I also paid for many of the things that would be normal to include in team costs (game balls, practice balls, pullovers, banner, iScore, TeamSnap). That was my choice, and I hold no bitterness. Again, I wanted to do that because I wanted to keep costs down for families.
This team is my baby. I’m fine paying extra.
But that may not be the case for everyone. And going into our second season, I include many of these costs in team expenses as well.
The bottom line is that you shouldn’t take on extra expenses if you aren’t okay with it. You will only become resentful. Don’t be a martyr. Parents will understand if you need to ask for more.
But we really want to avoid asking for more — that’s why we need to plan better!
Put Someone In Charge of Fundraising
You’re the coach. Seriously, that’s enough. You don’t need to do everything!
If families want to save money on baseball expenses this season, someone needs to step up. It won’t be you. It shouldn’t be your spouse. If there is a desire for fundraising, invite a parent to be in charge of it.
If not? That’s fine! No fundraising. One less headache. But you absolutely should not be in charge of it.

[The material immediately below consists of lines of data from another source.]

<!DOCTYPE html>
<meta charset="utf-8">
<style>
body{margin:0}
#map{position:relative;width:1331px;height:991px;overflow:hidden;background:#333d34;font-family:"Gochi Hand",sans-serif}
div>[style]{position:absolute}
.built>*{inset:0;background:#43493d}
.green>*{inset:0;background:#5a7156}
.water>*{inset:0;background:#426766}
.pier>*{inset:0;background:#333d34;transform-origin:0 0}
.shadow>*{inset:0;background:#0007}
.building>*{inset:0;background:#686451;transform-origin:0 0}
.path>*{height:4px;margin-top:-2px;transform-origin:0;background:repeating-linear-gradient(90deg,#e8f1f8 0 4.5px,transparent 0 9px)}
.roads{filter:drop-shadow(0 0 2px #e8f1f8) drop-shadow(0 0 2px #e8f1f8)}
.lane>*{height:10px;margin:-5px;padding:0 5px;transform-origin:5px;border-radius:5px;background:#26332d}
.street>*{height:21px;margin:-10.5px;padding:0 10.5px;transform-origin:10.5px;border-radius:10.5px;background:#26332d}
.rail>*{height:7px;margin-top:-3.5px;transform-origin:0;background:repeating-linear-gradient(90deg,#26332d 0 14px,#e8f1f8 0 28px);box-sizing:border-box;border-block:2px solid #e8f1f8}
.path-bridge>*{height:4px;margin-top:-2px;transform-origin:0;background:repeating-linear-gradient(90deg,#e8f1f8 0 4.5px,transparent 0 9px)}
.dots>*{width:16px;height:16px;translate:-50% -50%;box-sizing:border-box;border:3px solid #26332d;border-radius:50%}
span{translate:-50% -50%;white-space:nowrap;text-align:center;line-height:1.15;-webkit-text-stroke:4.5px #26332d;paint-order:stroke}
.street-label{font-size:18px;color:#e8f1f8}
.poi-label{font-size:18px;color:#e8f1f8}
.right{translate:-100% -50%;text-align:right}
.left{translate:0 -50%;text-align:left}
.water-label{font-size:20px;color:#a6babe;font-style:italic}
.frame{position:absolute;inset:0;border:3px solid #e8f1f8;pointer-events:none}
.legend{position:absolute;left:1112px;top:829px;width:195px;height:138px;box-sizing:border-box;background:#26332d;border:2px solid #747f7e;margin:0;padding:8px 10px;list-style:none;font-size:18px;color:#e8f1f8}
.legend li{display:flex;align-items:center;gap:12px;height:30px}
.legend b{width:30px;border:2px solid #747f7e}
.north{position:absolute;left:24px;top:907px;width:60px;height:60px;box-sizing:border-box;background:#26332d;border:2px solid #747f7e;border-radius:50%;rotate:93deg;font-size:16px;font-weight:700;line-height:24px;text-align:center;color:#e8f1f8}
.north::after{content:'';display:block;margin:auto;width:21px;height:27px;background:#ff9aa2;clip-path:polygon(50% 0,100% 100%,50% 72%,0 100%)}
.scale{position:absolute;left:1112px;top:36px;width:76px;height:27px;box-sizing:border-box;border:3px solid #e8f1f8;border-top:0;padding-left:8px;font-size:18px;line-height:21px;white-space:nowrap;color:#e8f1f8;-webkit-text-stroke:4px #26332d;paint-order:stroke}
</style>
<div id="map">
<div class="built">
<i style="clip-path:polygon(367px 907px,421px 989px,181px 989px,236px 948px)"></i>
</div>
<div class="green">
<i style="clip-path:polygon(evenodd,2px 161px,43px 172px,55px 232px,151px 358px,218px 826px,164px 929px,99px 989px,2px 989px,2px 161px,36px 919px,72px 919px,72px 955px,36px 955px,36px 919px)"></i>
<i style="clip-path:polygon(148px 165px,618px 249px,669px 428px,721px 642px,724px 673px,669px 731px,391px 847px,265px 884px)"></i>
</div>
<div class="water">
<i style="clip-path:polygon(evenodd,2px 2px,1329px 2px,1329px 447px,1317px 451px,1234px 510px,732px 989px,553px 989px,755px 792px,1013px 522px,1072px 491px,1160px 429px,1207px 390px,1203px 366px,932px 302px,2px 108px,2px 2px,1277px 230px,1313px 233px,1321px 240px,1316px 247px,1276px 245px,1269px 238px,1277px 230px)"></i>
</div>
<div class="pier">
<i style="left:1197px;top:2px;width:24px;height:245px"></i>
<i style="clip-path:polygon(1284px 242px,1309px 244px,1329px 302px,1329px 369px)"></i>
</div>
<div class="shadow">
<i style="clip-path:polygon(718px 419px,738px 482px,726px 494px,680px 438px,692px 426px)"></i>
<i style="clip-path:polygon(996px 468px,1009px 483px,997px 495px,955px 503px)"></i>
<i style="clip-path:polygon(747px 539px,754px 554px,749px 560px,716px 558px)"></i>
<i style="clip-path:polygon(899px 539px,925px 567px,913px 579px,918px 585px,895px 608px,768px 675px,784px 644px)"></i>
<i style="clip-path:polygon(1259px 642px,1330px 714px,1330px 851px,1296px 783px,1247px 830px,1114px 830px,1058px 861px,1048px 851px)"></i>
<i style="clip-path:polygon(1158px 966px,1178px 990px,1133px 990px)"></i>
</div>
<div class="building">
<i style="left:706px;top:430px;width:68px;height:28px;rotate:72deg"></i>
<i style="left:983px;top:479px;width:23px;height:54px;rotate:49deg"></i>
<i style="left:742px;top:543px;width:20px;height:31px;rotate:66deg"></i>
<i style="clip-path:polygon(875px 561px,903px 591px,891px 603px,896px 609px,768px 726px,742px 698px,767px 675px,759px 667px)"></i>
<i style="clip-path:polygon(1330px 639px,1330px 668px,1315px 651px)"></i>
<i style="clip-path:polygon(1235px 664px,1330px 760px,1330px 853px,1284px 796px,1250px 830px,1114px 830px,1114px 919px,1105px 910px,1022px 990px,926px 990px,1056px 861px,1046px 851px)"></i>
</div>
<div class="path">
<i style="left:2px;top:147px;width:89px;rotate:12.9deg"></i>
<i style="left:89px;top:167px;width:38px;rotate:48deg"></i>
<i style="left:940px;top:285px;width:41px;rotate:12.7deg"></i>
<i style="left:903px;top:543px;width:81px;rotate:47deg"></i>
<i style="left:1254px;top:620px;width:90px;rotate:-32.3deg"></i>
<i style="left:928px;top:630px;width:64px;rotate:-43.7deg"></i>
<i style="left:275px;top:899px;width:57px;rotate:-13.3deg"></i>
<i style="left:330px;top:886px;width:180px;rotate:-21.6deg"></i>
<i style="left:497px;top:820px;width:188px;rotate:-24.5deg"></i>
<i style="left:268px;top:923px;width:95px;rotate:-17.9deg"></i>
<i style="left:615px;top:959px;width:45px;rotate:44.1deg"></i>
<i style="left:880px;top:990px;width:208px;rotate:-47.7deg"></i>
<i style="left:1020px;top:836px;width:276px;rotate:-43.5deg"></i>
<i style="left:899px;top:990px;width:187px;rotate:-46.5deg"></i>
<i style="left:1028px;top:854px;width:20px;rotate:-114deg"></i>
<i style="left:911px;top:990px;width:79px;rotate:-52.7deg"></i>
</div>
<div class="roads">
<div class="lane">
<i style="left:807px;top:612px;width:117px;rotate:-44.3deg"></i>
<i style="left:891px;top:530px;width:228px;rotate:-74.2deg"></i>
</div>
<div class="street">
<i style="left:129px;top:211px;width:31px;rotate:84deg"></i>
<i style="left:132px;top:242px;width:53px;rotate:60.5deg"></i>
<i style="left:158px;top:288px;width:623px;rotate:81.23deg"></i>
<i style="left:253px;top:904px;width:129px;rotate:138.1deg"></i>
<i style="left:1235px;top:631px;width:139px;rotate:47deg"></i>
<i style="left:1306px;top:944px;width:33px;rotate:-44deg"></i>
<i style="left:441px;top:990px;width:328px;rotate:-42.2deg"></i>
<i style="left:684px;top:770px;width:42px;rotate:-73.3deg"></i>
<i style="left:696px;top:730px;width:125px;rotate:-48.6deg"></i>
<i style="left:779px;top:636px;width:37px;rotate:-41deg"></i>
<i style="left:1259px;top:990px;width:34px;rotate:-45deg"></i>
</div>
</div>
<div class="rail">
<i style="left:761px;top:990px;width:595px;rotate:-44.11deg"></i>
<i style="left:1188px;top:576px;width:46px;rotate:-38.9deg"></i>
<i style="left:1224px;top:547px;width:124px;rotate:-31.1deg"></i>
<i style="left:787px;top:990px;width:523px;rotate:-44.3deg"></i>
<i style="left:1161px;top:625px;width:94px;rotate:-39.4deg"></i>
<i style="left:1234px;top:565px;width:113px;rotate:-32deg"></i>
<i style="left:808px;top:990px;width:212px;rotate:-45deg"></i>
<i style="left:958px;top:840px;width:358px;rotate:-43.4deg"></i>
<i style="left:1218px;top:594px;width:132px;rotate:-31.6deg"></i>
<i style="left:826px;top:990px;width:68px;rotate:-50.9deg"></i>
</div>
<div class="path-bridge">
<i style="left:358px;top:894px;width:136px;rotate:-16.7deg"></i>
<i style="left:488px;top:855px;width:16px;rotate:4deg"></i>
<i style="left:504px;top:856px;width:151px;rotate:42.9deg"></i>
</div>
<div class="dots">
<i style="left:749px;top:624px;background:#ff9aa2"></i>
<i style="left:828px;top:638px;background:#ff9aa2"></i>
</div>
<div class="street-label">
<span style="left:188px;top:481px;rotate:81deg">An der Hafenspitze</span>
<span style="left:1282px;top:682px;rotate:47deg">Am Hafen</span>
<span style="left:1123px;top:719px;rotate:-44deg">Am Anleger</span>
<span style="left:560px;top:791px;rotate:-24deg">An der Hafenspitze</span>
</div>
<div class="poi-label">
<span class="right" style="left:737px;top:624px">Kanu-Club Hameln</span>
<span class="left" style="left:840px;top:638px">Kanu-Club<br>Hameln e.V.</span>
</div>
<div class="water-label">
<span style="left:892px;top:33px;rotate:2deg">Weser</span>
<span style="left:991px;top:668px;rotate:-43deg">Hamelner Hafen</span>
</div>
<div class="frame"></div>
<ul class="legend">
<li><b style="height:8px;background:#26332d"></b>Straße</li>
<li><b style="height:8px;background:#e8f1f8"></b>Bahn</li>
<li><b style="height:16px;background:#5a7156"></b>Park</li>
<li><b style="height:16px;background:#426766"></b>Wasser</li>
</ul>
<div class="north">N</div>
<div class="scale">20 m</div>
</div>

What I’ve found is that if parents really want to raise money, someone will step up and take control of it. The last thing you want is to take on a new responsibility when no one is all that interested in raising funds in the first place.

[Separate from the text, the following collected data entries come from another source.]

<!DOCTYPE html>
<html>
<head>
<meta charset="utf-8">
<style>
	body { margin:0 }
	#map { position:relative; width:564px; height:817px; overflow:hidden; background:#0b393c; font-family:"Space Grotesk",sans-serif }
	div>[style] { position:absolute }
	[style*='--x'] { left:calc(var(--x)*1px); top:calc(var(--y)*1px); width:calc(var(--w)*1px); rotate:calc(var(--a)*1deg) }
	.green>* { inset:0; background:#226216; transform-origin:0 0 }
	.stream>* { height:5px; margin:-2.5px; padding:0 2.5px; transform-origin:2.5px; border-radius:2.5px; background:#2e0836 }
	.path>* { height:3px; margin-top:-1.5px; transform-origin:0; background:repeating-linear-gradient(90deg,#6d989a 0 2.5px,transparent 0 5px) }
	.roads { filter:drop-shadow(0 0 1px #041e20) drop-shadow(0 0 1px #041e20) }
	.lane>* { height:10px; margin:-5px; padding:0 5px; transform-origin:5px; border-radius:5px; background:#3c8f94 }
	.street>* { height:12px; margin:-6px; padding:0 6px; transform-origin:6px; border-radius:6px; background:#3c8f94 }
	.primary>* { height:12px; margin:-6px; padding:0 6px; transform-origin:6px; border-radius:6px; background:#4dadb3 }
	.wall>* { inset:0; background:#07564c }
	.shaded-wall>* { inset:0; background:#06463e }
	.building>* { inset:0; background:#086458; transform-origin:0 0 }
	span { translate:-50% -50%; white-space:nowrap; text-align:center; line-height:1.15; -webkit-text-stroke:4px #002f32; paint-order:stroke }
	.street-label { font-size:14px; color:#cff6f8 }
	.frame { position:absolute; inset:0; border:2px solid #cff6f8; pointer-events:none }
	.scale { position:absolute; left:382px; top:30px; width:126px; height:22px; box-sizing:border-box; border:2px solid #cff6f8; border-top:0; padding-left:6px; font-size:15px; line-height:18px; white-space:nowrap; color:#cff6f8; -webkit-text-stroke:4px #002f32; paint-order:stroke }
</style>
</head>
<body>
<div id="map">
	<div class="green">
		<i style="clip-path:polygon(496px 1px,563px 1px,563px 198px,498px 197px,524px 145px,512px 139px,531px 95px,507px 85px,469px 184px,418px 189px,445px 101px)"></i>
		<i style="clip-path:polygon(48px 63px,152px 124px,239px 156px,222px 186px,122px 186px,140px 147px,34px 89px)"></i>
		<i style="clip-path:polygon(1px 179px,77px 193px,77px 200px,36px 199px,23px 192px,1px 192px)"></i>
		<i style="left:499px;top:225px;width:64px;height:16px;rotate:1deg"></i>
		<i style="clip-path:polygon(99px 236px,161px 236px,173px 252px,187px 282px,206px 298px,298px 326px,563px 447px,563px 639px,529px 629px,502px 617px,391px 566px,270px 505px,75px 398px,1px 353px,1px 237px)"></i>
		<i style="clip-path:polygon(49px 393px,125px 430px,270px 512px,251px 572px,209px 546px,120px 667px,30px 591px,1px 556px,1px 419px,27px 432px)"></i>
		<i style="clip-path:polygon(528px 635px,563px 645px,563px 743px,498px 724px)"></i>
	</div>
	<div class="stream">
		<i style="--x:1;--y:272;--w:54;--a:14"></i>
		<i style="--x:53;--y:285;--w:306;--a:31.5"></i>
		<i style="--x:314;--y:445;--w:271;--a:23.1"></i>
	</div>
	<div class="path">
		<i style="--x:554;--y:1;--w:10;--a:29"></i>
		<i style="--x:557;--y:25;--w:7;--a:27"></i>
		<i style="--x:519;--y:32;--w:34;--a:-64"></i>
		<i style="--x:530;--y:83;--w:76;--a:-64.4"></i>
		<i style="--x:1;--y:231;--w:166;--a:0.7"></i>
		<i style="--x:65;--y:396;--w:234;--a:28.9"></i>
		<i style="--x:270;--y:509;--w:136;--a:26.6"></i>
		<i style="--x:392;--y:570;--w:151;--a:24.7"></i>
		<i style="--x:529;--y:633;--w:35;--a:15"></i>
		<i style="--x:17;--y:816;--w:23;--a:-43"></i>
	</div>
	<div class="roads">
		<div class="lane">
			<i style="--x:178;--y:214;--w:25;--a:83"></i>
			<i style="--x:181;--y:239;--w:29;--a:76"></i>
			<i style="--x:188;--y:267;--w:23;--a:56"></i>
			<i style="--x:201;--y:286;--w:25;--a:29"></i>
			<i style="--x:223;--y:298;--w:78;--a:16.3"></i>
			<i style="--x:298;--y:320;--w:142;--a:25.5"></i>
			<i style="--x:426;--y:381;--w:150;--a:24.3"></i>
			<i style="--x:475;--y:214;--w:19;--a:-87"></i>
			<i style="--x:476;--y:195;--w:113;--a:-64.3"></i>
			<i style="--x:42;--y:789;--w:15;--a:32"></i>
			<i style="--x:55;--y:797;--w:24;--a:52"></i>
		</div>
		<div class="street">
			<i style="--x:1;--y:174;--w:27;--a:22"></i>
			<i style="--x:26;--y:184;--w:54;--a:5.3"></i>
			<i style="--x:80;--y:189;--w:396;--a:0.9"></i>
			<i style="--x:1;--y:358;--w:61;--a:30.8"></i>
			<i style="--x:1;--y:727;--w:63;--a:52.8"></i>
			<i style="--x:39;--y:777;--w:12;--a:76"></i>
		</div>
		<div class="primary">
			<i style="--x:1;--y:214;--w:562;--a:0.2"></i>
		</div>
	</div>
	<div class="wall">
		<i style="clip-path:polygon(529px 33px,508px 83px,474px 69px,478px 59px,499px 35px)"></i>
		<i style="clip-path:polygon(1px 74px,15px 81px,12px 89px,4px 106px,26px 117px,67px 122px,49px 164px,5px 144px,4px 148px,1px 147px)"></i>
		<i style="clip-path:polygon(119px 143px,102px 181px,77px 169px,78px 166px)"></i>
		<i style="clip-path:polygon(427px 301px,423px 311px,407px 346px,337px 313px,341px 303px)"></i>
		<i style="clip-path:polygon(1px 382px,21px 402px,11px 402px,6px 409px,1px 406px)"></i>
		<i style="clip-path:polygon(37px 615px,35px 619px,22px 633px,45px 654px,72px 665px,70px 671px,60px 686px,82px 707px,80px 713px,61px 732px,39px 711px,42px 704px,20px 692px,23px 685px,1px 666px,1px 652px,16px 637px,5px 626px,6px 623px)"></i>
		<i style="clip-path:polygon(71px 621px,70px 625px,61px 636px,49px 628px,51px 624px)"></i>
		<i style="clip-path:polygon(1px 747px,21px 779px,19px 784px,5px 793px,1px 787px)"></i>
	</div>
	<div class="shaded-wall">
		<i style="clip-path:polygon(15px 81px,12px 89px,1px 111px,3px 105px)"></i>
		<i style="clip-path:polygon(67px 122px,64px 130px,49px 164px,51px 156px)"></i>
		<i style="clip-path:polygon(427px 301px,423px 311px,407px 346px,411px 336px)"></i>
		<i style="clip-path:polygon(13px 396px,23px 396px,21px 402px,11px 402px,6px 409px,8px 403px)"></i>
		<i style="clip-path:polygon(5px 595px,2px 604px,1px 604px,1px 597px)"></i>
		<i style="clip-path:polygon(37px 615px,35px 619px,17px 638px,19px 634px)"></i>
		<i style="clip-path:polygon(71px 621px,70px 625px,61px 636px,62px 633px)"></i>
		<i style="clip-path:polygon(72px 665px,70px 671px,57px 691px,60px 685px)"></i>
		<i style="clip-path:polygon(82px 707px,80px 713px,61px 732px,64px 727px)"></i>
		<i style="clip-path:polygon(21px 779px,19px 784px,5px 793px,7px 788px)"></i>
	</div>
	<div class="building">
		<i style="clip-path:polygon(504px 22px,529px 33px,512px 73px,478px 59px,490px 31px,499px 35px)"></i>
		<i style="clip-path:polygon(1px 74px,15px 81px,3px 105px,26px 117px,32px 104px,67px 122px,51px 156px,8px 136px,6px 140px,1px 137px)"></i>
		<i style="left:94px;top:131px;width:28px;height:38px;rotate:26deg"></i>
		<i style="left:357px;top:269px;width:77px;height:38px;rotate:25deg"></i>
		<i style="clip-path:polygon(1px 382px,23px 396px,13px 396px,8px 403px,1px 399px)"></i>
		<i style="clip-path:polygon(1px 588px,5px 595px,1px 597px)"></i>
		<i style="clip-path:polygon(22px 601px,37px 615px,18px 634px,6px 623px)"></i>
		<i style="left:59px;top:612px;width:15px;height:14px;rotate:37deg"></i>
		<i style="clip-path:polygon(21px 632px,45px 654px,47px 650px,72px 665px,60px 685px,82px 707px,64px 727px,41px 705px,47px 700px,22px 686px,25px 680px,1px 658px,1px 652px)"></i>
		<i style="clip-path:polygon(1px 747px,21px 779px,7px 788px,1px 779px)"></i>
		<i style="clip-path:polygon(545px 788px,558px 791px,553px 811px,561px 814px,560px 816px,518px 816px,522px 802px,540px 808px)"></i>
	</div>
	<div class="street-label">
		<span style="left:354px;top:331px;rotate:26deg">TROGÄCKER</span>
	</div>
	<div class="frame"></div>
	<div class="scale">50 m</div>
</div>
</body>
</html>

Your Goal: Give Money BACK
One of my most difficult conversations this season was asking for more money. It was the worst. The parents were fine with it. But I absolutely hated it.
The funny thing is I really didn’t ask for much at all. As mentioned earlier, I already paid extra. I did everything I could to limit expenses. So when I asked for more, we’re only talking about $25 here or there. But that didn’t make me feel any better about it.
Your goal should be to overestimate so that at the end of the season, you can give parents a surprise with money back. That is much better than telling them you need more, and parents will appreciate it.
Have Someone Other Than the Coach Manage Finances
Maybe you’re an accountant, too. But my guess is that you aren’t. Don’t burden yourself with this responsibility.
Of course the question then becomes, “who?” For me, it’s easy. My wife handles my business financials. She’s much more organized than I am. She does a much better job than I could.
Whoever handles this, it needs to be someone very close to you. Someone you trust 100%. And if it’s not a family member, no matter how much you trust them there need to be several checks and balances in place to make sure that funds are being managed properly.
I guess that brings us back to why it’s so easy for the coach to take on this responsibility. If you can avoid it, though, stick to coaching.
This is way down at the bottom, but it should probably be listed first.
For our first season, none of my mistakes were a big issue because I was transparent. I sent out regular financial reports showing where we were, what I was spending money on and what costs would still be required.
The bottom line is that there can’t be an ounce of doubt about how the money is being handled. None. Zero. If you even give the impression that you’re hiding something, all trust is lost. The assumption is that you’re overcharging people and pocketing money.
Don’t let that happen. Be very, very clear about what everything costs, what everyone is paying and when everything is being paid for. Provide regular reports. If additional funds are required, be very clear as to why.
Ideally, any costs that end up going beyond what is expected should be a conversation among the families. This tournament or item is going to cost more than expected. If we’re going to do this, we need X number of dollars. Is everyone okay with it?
I’m still pretty new to this side of running a baseball team from the administrative side, but these are the financial lessons I’ve learned. They’ll come handy in our second season!